Please transcribe every record below exactly as it appears.

Records from a data source
--
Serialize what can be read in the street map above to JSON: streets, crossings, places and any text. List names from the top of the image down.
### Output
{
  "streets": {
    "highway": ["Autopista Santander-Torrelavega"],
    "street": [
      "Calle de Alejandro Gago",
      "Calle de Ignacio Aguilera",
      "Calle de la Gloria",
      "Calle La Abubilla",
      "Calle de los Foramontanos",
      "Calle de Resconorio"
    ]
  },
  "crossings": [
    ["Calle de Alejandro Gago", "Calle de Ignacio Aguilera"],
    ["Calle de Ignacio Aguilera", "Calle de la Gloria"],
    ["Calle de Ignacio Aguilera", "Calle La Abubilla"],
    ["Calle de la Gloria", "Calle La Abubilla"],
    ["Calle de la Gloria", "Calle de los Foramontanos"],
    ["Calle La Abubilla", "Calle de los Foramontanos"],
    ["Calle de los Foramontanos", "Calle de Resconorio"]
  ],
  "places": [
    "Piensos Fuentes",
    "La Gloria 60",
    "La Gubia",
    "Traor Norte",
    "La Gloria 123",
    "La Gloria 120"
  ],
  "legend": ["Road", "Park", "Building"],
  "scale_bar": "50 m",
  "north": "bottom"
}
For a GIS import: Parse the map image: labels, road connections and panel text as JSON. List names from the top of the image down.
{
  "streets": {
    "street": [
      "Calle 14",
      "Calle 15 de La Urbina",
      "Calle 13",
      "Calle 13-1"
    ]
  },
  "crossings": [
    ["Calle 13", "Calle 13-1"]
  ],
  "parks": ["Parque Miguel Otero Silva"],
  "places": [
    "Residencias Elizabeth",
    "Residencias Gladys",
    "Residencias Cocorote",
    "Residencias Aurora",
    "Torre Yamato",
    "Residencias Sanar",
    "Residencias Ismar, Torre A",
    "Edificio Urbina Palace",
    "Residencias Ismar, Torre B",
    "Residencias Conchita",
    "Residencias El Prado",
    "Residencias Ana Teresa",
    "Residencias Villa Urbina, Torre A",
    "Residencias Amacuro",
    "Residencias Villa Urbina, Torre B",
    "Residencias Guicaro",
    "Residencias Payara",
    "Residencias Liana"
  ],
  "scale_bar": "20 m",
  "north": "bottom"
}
--
[REPLY]:
Serialize what can be read in the street map above to JSON: streets, crossings, places and any text. List names from the top of the image down.
### Output
{
  "streets": {
    "highway": ["Autopista Santander-Torrelavega"],
    "street": [
      "Calle de Alejandro Gago",
      "Calle de Ignacio Aguilera",
      "Calle de la Gloria",
      "Calle La Abubilla",
      "Calle de los Foramontanos",
      "Calle de Resconorio"
    ]
  },
  "crossings": [
    ["Calle de Alejandro Gago", "Calle de Ignacio Aguilera"],
    ["Calle de Ignacio Aguilera", "Calle de la Gloria"],
    ["Calle de Ignacio Aguilera", "Calle La Abubilla"],
    ["Calle de la Gloria", "Calle La Abubilla"],
    ["Calle de la Gloria", "Calle de los Foramontanos"],
    ["Calle La Abubilla", "Calle de los Foramontanos"],
    ["Calle de los Foramontanos", "Calle de Resconorio"]
  ],
  "places": [
    "Piensos Fuentes",
    "La Gloria 60",
    "La Gubia",
    "Traor Norte",
    "La Gloria 123",
    "La Gloria 120"
  ],
  "legend": ["Road", "Park", "Building"],
  "scale_bar": "50 m",
  "north": "bottom"
}
For a GIS import: Parse the map image: labels, road connections and panel text as JSON. List names from the top of the image down.
{
  "streets": {
    "street": [
      "Calle 14",
      "Calle 15 de La Urbina",
      "Calle 13",
      "Calle 13-1"
    ]
  },
  "crossings": [
    ["Calle 13", "Calle 13-1"]
  ],
  "parks": ["Parque Miguel Otero Silva"],
  "places": [
    "Residencias Elizabeth",
    "Residencias Gladys",
    "Residencias Cocorote",
    "Residencias Aurora",
    "Torre Yamato",
    "Residencias Sanar",
    "Residencias Ismar, Torre A",
    "Edificio Urbina Palace",
    "Residencias Ismar, Torre B",
    "Residencias Conchita",
    "Residencias El Prado",
    "Residencias Ana Teresa",
    "Residencias Villa Urbina, Torre A",
    "Residencias Amacuro",
    "Residencias Villa Urbina, Torre B",
    "Residencias Guicaro",
    "Residencias Payara",
    "Residencias Liana"
  ],
  "scale_bar": "20 m",
  "north": "bottom"
}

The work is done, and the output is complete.